[Data entries]
§ §

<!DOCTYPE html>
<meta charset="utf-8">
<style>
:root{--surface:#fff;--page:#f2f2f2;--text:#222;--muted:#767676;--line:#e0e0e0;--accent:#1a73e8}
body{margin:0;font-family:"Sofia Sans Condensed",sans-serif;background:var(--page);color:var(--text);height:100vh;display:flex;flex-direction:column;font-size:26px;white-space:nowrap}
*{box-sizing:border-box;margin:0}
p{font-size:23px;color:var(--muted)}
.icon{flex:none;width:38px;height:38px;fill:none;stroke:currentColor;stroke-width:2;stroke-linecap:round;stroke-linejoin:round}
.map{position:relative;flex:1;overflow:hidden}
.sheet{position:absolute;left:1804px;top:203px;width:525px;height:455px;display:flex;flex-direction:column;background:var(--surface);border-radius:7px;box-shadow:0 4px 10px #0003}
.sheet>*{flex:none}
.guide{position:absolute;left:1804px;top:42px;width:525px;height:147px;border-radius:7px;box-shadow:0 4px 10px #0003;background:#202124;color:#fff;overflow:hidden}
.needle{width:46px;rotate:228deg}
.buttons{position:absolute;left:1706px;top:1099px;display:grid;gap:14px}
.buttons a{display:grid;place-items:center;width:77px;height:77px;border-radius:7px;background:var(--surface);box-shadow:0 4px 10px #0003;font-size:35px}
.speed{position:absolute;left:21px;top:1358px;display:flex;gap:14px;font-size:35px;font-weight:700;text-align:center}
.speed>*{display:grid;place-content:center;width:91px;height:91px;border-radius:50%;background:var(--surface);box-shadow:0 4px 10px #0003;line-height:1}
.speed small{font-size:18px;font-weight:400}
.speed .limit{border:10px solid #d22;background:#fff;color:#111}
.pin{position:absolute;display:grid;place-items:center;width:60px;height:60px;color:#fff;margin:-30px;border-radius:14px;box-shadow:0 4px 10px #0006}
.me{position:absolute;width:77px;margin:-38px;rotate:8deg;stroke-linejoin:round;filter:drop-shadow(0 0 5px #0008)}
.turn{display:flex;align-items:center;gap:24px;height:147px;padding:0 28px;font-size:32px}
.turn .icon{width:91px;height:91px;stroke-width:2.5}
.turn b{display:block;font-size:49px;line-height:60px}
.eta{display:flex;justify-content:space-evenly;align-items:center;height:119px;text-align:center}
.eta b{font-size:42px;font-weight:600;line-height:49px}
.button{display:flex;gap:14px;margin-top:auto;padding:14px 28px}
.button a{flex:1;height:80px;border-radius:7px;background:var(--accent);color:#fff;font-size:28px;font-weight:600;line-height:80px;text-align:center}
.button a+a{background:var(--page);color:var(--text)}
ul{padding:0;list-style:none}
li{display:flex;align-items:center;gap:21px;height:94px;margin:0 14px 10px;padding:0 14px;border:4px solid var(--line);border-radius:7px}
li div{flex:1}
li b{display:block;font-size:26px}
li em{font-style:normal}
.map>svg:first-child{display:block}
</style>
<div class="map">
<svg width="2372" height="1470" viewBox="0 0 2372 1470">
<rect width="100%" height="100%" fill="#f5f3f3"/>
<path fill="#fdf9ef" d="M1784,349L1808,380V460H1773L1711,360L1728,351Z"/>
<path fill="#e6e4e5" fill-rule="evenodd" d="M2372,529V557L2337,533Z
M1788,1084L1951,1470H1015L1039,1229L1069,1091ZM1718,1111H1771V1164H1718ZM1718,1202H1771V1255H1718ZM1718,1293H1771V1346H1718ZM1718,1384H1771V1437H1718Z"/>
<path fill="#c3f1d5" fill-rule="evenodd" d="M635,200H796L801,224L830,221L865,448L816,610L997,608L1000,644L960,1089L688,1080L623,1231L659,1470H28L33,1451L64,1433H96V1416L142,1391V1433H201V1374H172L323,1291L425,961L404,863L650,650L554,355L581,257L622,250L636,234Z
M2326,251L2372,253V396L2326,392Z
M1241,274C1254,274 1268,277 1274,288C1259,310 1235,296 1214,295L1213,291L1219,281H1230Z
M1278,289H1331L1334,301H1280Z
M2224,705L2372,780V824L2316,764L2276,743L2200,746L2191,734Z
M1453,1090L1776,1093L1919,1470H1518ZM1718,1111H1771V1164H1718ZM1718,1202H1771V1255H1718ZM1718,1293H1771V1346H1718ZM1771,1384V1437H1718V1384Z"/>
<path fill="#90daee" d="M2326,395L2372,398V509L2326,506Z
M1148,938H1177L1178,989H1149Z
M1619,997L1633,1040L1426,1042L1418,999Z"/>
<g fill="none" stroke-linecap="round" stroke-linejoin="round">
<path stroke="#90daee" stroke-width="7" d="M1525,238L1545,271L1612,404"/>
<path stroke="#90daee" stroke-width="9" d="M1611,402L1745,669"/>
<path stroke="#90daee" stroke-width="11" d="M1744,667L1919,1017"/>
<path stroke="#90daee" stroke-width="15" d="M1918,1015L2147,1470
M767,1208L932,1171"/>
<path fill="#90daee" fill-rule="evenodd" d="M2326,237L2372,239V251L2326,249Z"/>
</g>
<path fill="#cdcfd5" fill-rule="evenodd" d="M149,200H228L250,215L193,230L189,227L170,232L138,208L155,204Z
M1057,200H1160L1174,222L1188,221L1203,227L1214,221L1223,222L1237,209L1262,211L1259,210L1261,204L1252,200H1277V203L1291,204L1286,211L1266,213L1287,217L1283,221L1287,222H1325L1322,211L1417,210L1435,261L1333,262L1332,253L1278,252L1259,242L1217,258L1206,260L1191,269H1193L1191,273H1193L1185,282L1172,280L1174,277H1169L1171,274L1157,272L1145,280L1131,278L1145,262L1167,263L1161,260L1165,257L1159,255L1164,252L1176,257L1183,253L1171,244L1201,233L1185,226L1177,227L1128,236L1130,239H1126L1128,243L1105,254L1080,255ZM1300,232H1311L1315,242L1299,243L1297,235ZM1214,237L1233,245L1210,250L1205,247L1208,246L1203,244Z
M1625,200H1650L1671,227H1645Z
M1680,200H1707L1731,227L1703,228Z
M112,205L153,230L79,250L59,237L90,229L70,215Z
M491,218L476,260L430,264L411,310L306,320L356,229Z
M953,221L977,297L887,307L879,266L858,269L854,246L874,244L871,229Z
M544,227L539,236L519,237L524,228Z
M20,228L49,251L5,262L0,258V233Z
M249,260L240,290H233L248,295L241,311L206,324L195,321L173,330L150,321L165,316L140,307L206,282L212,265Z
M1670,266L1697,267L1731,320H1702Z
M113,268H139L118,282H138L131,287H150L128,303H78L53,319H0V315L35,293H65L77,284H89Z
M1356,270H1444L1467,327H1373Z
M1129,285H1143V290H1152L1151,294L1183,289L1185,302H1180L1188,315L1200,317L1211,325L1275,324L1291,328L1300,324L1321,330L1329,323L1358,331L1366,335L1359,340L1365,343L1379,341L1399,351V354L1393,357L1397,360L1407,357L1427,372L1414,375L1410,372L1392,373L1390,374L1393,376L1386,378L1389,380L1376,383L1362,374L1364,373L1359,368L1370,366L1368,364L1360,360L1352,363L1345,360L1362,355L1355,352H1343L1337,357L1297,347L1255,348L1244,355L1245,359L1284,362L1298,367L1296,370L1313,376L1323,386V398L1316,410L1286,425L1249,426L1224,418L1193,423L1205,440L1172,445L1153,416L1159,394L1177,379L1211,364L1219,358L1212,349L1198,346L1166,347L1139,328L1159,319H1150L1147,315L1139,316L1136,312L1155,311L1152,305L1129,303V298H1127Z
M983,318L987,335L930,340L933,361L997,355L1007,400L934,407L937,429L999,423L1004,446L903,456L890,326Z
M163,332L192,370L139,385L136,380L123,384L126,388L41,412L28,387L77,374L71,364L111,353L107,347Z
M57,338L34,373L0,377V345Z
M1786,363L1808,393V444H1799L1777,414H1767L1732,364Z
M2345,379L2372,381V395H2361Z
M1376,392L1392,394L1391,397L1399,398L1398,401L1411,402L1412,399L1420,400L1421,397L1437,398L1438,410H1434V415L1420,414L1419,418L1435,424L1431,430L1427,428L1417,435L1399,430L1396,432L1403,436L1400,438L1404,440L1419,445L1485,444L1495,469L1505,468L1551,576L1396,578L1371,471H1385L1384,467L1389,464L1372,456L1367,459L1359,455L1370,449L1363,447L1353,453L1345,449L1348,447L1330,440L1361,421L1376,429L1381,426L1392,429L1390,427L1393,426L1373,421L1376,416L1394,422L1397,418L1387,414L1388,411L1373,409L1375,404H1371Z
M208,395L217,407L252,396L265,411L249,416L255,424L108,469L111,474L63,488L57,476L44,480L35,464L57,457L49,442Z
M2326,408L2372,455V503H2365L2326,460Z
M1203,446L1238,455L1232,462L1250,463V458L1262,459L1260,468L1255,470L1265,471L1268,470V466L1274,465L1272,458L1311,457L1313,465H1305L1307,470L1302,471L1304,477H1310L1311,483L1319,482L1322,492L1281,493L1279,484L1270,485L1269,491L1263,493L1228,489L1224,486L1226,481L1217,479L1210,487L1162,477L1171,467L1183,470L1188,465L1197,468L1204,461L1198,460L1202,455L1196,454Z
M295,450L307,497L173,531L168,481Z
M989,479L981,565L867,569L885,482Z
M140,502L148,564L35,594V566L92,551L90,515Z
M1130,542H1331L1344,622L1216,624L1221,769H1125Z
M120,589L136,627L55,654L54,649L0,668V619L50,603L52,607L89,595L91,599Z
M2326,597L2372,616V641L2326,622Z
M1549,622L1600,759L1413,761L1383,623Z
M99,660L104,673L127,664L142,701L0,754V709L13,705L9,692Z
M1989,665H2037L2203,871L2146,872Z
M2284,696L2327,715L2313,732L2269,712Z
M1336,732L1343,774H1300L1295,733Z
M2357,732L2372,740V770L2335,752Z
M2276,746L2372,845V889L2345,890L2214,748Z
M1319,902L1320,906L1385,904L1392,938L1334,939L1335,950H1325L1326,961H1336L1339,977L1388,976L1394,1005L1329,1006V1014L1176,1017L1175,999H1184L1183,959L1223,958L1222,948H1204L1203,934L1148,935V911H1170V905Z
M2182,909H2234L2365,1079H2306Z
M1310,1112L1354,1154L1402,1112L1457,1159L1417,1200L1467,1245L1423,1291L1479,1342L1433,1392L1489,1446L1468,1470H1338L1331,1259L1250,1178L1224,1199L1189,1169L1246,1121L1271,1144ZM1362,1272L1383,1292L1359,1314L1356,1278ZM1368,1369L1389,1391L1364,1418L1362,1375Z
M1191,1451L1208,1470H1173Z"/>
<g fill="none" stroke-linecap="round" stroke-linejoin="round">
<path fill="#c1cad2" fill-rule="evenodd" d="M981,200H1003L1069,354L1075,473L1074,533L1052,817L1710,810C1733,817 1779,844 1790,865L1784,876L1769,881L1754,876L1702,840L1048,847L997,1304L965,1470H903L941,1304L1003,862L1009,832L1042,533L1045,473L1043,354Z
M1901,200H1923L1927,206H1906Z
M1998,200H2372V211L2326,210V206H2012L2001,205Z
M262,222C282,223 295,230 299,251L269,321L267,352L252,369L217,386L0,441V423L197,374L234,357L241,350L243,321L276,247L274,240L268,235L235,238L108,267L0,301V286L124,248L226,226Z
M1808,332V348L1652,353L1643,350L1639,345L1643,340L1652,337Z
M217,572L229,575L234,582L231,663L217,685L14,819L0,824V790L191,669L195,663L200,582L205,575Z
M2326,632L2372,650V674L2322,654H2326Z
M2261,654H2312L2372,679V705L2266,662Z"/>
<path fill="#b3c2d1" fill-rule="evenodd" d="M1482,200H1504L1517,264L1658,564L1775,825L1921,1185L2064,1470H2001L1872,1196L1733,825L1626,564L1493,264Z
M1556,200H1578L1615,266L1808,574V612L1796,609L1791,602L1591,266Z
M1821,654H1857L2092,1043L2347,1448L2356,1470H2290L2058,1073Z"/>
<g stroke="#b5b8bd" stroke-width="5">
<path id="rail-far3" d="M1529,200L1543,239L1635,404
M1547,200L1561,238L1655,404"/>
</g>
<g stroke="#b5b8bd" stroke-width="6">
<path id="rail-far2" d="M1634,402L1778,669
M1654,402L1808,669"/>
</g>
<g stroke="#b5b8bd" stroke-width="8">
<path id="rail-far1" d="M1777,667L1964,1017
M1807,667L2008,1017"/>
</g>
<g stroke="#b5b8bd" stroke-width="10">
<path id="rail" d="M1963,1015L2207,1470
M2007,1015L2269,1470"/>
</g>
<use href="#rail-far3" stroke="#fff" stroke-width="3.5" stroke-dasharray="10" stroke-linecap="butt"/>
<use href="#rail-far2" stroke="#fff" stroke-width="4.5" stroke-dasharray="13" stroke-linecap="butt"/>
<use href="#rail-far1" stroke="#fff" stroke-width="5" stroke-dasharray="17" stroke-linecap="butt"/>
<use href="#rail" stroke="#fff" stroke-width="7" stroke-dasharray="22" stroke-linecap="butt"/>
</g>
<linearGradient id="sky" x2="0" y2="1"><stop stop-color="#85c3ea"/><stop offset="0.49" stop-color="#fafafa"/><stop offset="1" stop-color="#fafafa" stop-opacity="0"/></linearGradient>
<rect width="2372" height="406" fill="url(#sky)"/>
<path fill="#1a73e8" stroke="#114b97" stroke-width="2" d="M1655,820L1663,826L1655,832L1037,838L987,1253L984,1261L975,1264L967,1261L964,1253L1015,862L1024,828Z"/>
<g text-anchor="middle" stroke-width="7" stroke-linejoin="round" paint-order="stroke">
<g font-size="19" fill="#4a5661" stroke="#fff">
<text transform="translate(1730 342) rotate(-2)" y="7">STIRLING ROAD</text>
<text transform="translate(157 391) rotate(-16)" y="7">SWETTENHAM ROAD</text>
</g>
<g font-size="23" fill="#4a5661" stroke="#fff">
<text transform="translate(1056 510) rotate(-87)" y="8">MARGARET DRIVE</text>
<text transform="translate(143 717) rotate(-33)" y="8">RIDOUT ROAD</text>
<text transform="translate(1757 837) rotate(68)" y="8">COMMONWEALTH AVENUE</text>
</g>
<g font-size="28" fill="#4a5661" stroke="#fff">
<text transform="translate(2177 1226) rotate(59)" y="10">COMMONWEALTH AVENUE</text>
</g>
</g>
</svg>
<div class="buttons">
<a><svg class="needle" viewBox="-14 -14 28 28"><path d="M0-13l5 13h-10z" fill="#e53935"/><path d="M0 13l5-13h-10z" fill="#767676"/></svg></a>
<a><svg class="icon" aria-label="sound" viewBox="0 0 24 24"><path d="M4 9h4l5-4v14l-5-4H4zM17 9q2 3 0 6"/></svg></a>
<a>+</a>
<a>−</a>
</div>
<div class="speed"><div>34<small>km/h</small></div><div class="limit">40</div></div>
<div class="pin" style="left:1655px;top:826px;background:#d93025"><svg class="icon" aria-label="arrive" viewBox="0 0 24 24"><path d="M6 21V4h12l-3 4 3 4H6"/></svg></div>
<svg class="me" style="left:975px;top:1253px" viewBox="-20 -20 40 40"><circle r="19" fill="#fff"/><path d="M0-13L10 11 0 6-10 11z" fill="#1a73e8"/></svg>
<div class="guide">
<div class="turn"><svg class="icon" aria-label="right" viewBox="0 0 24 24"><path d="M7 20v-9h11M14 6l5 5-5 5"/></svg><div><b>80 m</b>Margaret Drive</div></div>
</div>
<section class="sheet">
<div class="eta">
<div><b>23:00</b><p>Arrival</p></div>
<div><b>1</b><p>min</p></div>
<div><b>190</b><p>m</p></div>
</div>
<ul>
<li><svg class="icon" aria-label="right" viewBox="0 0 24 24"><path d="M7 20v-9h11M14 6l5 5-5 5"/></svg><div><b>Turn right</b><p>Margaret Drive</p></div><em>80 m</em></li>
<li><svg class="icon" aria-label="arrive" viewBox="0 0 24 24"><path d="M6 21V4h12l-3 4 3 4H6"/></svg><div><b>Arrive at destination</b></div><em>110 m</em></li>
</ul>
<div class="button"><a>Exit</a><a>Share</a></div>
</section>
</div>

§ §

[Exercise prompt]
Scan the entries above and return each line that holds "direction".

[Written reply]
body{margin:0;font-family:"Sofia Sans Condensed",sans-serif;background:var(--page);color:var(--text);height:100vh;display:flex;flex-direction:column;font-size:26px;white-space:nowrap}
.sheet{position:absolute;left:1804px;top:203px;width:525px;height:455px;display:flex;flex-direction:column;background:var(--surface);border-radius:7px;box-shadow:0 4px 10px #0003}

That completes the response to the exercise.